You’ve heard of Cabbage Patch kids? Now a lot of those old plastic toys are part of the Great Pacific Garbage Patch, also known as the North Pacific Gyre. The patch draws waste from all across the North Pacific Ocean, including North America and Japan. The stuff comes together to form a patch that covers most of the northern Pacific Ocean. Now that’s a big patch! The patch is one of five big ones on the big blue ball.
Despite the pollution and plastic, the earth has shown a remarkable tolerance for our messy habits. And from a distance, the place still looks pretty good. The tip of the world is the 29,035-foot peak of Mount Everest. How low can you go? The Bentley Sub-glacial Trench is a vast oceanic trench in Antarctica that is 8,327 feet below sea level. This is the lowest place on earth not covered by ocean. It is, however, covered by ice, but probably not for long. Once the ice melts, this low point will be under water, making it not the lowest point not covered by ocean.

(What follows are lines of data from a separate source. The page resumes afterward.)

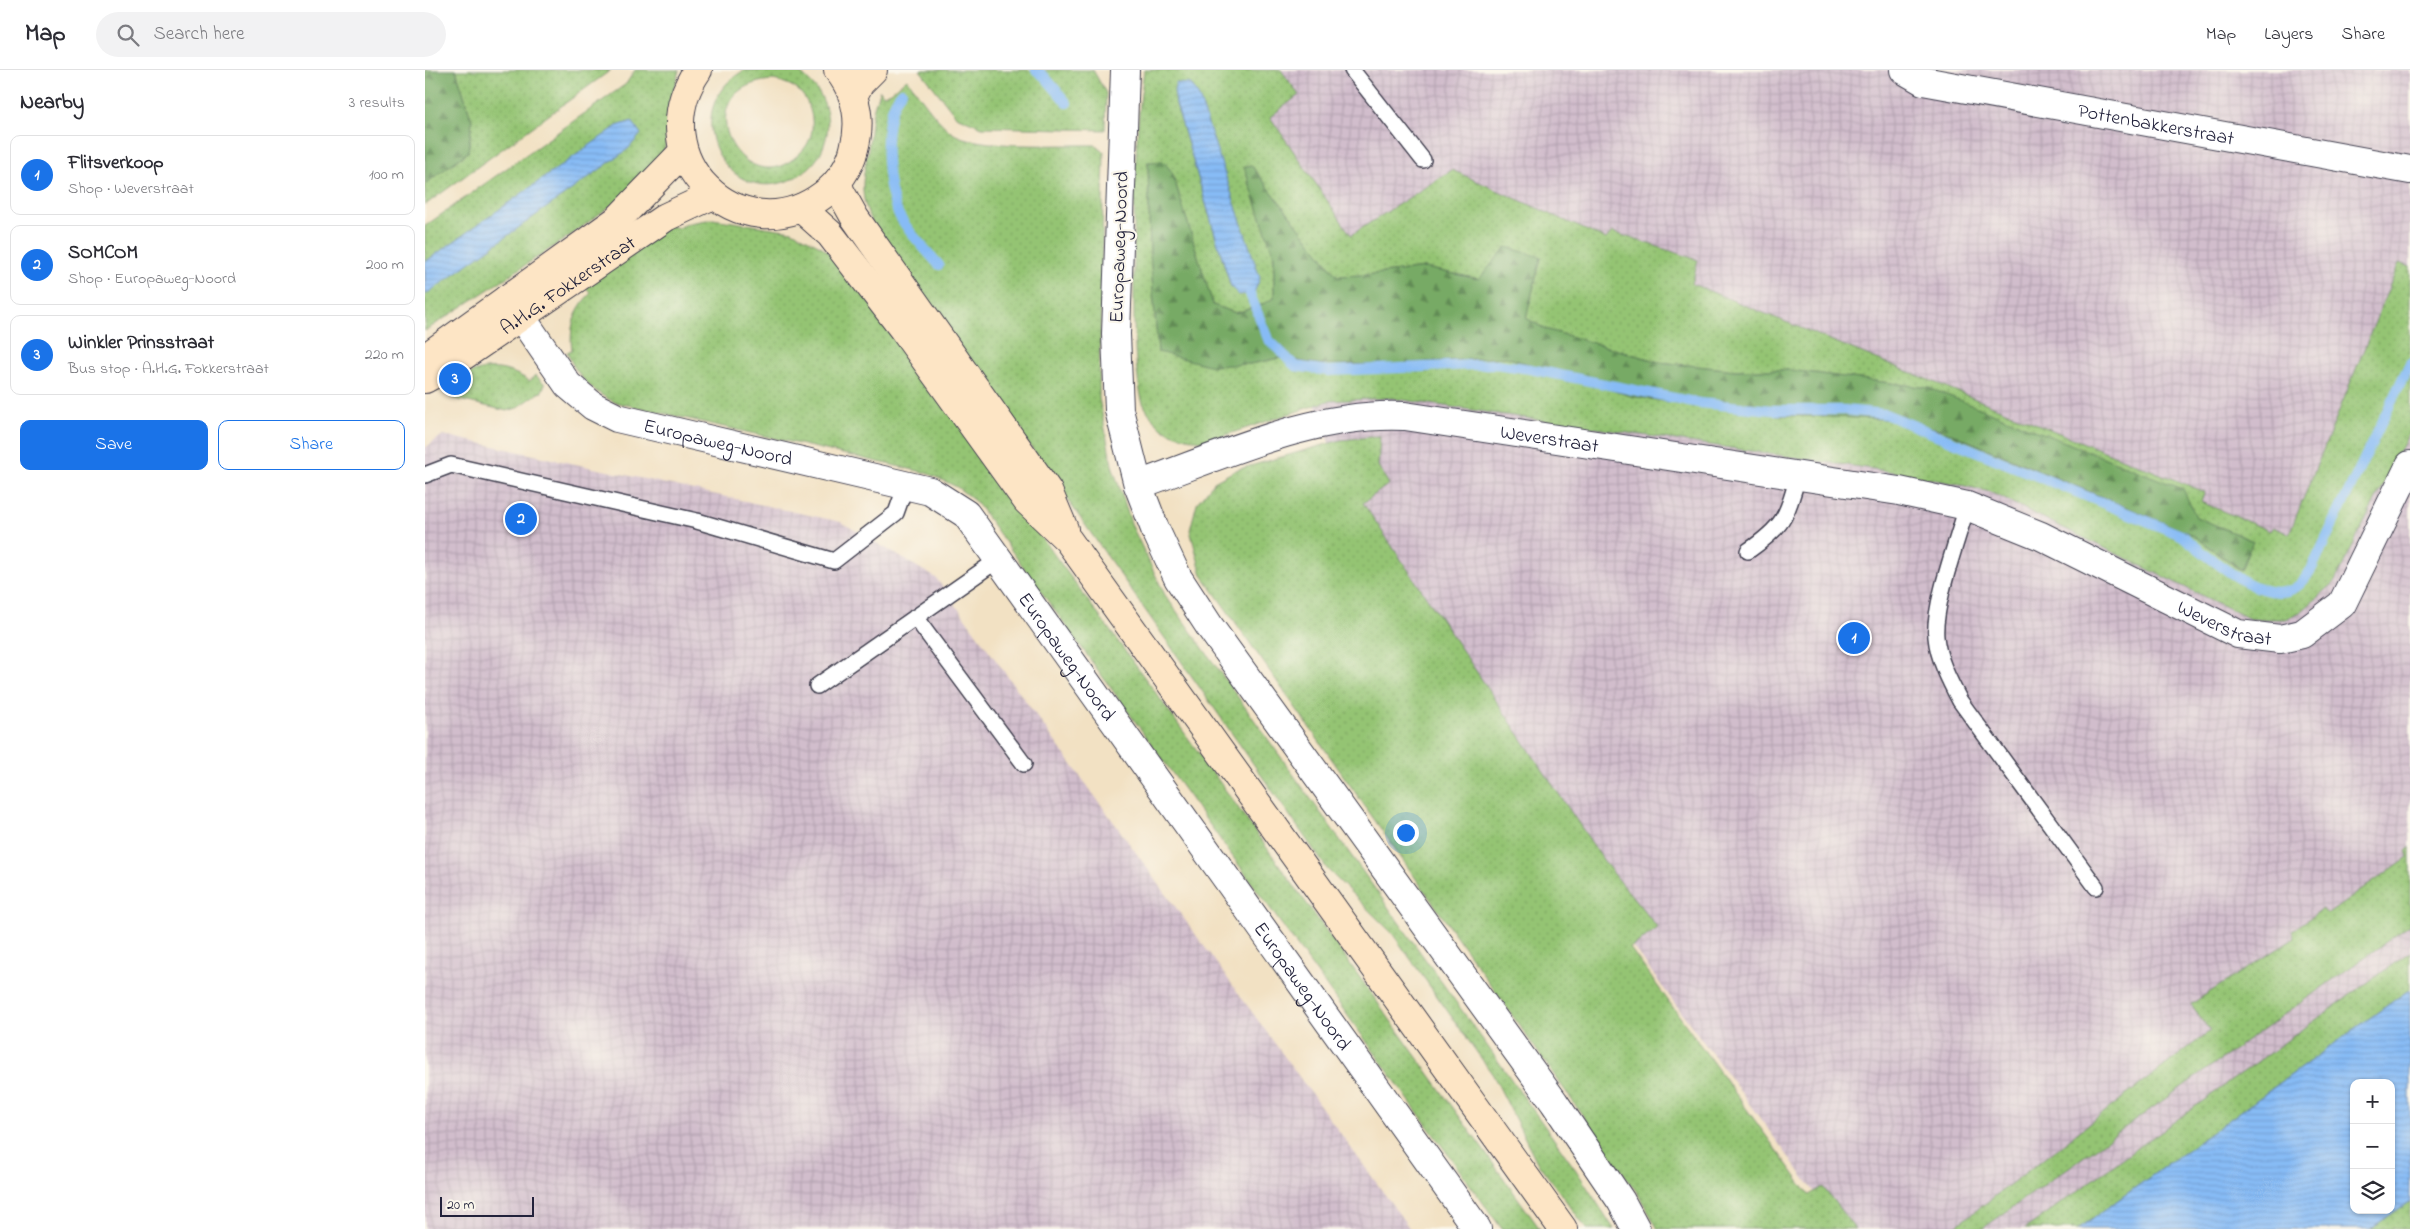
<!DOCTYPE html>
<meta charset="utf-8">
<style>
:root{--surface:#fff;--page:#f2f2f3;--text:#2b2b33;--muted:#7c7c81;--line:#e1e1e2;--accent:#1a73e8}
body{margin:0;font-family:"Indie Flower",sans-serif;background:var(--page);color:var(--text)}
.controls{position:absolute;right:15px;bottom:15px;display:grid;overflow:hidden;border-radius:10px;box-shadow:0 1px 4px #0004}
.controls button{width:45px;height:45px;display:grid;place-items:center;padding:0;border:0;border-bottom:1px solid var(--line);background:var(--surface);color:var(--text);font:25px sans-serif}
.scale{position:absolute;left:15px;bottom:12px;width:94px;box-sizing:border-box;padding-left:5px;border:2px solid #22223b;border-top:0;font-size:14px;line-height:18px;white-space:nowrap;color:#22223b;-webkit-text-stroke:4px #fbf7ec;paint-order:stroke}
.you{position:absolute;left:980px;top:762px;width:18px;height:18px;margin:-12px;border:4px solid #fff;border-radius:50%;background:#1a73e8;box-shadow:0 0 0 8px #1a73e833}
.badge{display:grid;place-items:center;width:32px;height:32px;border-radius:50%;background:var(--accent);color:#fff;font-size:16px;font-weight:700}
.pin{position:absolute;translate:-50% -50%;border:2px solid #fff;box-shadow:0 1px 5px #0006}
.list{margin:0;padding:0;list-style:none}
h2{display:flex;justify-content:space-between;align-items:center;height:65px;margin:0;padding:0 20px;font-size:21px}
h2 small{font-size:16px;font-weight:400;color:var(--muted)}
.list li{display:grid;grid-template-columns:32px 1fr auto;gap:15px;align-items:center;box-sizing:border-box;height:80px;margin:0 10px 10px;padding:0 10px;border:1px solid var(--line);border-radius:10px}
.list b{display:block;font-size:19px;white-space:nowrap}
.list p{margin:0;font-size:16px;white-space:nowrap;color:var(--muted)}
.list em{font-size:16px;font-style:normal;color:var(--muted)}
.actions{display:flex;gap:10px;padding:15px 20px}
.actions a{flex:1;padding:11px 0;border:1px solid var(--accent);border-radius:10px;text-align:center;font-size:18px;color:var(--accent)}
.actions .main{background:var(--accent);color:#fff}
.icon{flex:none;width:28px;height:28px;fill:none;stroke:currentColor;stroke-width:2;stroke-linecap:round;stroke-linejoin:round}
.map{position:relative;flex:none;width:1985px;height:1159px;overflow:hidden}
header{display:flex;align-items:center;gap:30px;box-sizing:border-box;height:70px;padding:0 25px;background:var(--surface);border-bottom:1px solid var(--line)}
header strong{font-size:24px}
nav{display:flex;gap:28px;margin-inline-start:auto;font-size:18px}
.search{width:350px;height:45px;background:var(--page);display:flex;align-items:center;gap:12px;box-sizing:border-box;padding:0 18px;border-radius:28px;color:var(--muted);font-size:19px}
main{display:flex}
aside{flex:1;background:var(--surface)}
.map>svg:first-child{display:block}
.industrial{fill:url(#industrial-grid)}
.grass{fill:url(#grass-dots);stroke:#5b7357;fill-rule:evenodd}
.forest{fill:url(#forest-firs);stroke:#4c6650}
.water{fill:url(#water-rules);stroke:#546e98;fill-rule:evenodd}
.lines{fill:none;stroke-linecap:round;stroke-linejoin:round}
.stream{stroke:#87bbf5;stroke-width:10}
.lane-casing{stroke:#413f4f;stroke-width:18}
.street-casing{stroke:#413f4f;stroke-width:30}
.secondary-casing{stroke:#413f4f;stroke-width:30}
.lane{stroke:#fff;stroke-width:15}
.street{stroke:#fff;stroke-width:28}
.secondary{stroke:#fde5c5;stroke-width:28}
.labels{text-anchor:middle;stroke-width:4.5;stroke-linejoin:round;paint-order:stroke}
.street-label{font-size:20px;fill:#22223b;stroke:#fbf7ec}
</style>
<header>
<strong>Map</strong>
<div class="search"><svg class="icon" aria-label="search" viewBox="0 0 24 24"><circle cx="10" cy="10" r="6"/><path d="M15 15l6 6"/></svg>Search here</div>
<nav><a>Map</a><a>Layers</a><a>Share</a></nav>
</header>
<main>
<aside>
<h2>Nearby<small>3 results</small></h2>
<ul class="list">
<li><span class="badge">1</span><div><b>Flitsverkoop</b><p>Shop · Weverstraat</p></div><em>100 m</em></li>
<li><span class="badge">2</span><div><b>SOMCOM</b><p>Shop · Europaweg-Noord</p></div><em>200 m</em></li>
<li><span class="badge">3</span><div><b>Winkler Prinsstraat</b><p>Bus stop · A.H.G. Fokkerstraat</p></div><em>220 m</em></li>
</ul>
<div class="actions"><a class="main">Save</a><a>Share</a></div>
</aside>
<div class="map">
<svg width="1985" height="1159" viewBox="0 0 1985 1159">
<defs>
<pattern id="industrial-grid" width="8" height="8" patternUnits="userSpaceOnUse" patternTransform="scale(1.25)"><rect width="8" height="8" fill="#d1bdcc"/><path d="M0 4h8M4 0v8" fill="none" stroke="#b3a2b0"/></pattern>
<pattern id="grass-dots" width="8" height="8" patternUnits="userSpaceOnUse" patternTransform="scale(1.25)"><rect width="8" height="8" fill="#94c473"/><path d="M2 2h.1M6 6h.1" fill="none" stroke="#7fa864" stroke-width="1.8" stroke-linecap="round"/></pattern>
<pattern id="forest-firs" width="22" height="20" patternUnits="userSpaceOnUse" patternTransform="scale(1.25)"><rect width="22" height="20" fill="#77aa65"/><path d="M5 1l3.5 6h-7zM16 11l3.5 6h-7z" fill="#618a54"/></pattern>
<pattern id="water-rules" width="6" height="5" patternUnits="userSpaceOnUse" patternTransform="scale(1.25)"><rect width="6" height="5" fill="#87bbf5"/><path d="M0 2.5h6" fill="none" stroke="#74a0d3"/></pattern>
</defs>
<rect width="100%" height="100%" fill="#fbf7ec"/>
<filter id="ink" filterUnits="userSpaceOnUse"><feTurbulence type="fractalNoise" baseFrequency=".02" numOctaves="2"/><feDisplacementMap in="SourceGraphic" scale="10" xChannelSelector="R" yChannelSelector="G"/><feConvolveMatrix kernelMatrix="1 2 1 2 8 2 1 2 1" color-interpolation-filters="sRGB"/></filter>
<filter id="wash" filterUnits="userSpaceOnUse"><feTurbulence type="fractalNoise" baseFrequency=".0096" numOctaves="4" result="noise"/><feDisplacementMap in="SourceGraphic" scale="20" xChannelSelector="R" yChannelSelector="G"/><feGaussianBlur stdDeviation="1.12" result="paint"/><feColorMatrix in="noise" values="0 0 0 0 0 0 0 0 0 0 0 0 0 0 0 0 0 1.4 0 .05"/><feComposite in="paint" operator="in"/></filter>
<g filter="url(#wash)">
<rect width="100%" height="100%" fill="#f2e1c3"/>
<path class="industrial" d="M767,0H1985V919L1653,1159H1417L973,560Z
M18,365L416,452L511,508L985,1159H0V378Z"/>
<path class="grass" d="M31,0H186L0,135V114L43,82L47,51Z
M210,0H254L244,43L240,77L236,88L216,113L149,163L0,261V156L201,14Z
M320,0C335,0 355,0 369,0C375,2 380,7 384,11C405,30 408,60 395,84C389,95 379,103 367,109C300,140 249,38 320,0ZM348,10C358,12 368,15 375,22C390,38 392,66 377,81C319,143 254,16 348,10Z
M495,0H668L681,23L680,60L557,57L531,46Z
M719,0H856L874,25L845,47L926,165L1027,100L1181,169L1187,162L1273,190L1267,214L1780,422L1776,432L1845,461L1848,457L1864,464L1974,193L1985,197V361L1909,513L1877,541L1861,549H1825L1565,422L1532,414L1469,402L965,328L903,331L780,372C763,368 739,365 729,350C724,344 717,334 716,326C708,288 709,248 709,209C709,139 709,69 719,0ZM751,34L814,225L806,217ZM723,92L747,102L788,235L811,243L836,235L849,228V186L819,97L826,95L912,206L941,205L1000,198L1054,209L1116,188L1101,248L1120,259L1234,292L1310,300H1365L1504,318L1771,447L1828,471L1815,500L1768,465L1516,360L1459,349L1354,345L1265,335L1206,326L1081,287L956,295L892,294L855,288L825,294L733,282L725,183Z
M482,9C496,27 508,47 526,62C549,80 640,74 671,75L679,82L674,328L687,395L707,456L740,525L1151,1100L1189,1159H1162L1112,1092L1068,1005L967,863L903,800L445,149C434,122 438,108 443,81C446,57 445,44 455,20L458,25L466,22Z
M288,149L367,161L397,177L414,192L728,619L1115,1159H1077L552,433L532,417L502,403L189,332C166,320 152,307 142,282L147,281C144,259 149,239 166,223L160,217L244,155L253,158L264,153Z
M40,298L43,304C66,294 85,299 105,311L110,305L120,314L116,323L115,322L92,338L82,341L26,328V319L34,314L28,305Z
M955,366L953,396L964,414L938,433L1181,794L1233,858L1205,878L1384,1125L1398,1117L1430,1159H1233L1213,1124L777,505L765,460L772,433L789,412L811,400L916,370Z
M1985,777V855L1557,1159H1527L1785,961L1766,934L1870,868L1867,861L1897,839L1903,844L1983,787L1981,781Z
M1985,882V919L1653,1159H1600Z
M1985,1131V1159H1945Z"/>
<path class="forest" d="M0,0H31L47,51L43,82L0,114Z
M738,91L747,102L788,235L811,243L836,235L849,228V186L819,97L826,95L912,206L941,205L1000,198L1054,209L1081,177L1116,187L1101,248L1120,259L1234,292L1310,300H1365L1504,318L1758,419L1771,447L1828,471L1816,500L1768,465L1515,359L1459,349L1354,345L1265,335L1206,326L1081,287L956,295L892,294L855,288L825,294L787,296L733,282L725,183L723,92Z"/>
<path class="water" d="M751,13L766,14L774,27L835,208L829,223L814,225L806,217L751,34L749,21Z
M207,51L216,64L203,79L0,225V192L192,56Z
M1985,919V1131L1945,1159H1653ZM1929,1013H1966V1140H1929Z"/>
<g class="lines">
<path class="stream" d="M611,0L620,7L642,33
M477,22C454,45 460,121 475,147C485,164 501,180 514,195
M825,224L843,269L870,296L903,301L1071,294L1105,299L1274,333L1347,340H1419L1460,344L1756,465C1781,484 1837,537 1870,518C1878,513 1882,506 1887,498L1985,293"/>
</g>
</g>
<g filter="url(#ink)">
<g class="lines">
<g class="lane-casing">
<path id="lane" d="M927,0L998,90
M0,405L26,395L272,451L409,491L471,443L481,415
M1542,436C1533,469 1508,535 1511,567C1513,589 1525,612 1535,631L1671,817
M1323,481C1359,456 1361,448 1373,406
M490,547L599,694
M392,616L574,489"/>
</g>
<g class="street-casing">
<g id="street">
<path d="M700,0L691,264L694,340L713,415L730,459L753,508L785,557L1129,1032L1196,1131L1211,1159"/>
<path id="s1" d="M1479,0L1498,11L1985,100"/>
<path id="s2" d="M83,228L143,315L168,336L192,348L505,421L541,444L1052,1159"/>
<path id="s3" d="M713,415C796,386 890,341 980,346L1474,421L1542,436L1616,466L1813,564L1855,569L1877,564L1917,534L1985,395"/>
</g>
</g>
<g class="secondary-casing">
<g id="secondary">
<path d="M273,0C213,86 315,187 398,125C413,114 425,97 429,79C437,50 431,23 413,0"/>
<path d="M428,26L435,13L448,0"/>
<path d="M413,111L415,121L430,148L623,421L639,459"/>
<path d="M376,138L405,164L478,259L602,431L643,470L1138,1159"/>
<path d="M0,288L192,150L258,82"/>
<path id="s4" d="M0,309L22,297L241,147L288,125"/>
</g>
</g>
<use href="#lane" class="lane"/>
<use href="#street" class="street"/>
<use href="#secondary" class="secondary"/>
</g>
</g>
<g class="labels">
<g class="street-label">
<text dy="7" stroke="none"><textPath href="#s1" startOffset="259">Pottenbakkerstraat</textPath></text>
<text transform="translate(693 177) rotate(-88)" y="7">Europaweg-Noord</text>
<text dy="7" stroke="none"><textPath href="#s4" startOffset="171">A.H.G. Fokkerstraat</textPath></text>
<text dy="7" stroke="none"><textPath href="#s3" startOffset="424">Weverstraat</textPath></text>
<text dy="7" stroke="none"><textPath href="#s2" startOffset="269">Europaweg-Noord</textPath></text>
<text dy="7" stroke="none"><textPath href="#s3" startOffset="1131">Weverstraat</textPath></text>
<text dy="7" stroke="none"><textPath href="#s2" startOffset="704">Europaweg-Noord</textPath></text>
<text dy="7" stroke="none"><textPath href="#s2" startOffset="1109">Europaweg-Noord</textPath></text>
</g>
</g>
</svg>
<div class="controls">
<button>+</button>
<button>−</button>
<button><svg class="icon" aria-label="layers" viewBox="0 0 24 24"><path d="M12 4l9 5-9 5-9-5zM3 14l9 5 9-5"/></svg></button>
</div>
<div class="scale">20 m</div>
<div class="you"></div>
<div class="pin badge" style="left:1429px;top:568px">1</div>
<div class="pin badge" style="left:96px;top:449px">2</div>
<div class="pin badge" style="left:30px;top:309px">3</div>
</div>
</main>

Can a little old human have any say about how the world turns and how we treat it? Yes, but remember, just like the Whos from the tiny planet Whoville in Dr. Seuss’s “Horton Hears a Who,” you will have to speak up. There’s a website (worldometers) that gives an up-to-the-minute, constantly growing tally of the world’s population. As of Wednesday, April 1, 2020, at 1:11 p.m., they said we had 7,774,880,388 earthlings on the orb, and the meter is ticking fast; 210,856 new people were born on that day. 16,755 died of hunger April 1st. On this big blue ball. That spins around and around. The spinning is holding us down, and I, for one, feel dizzy.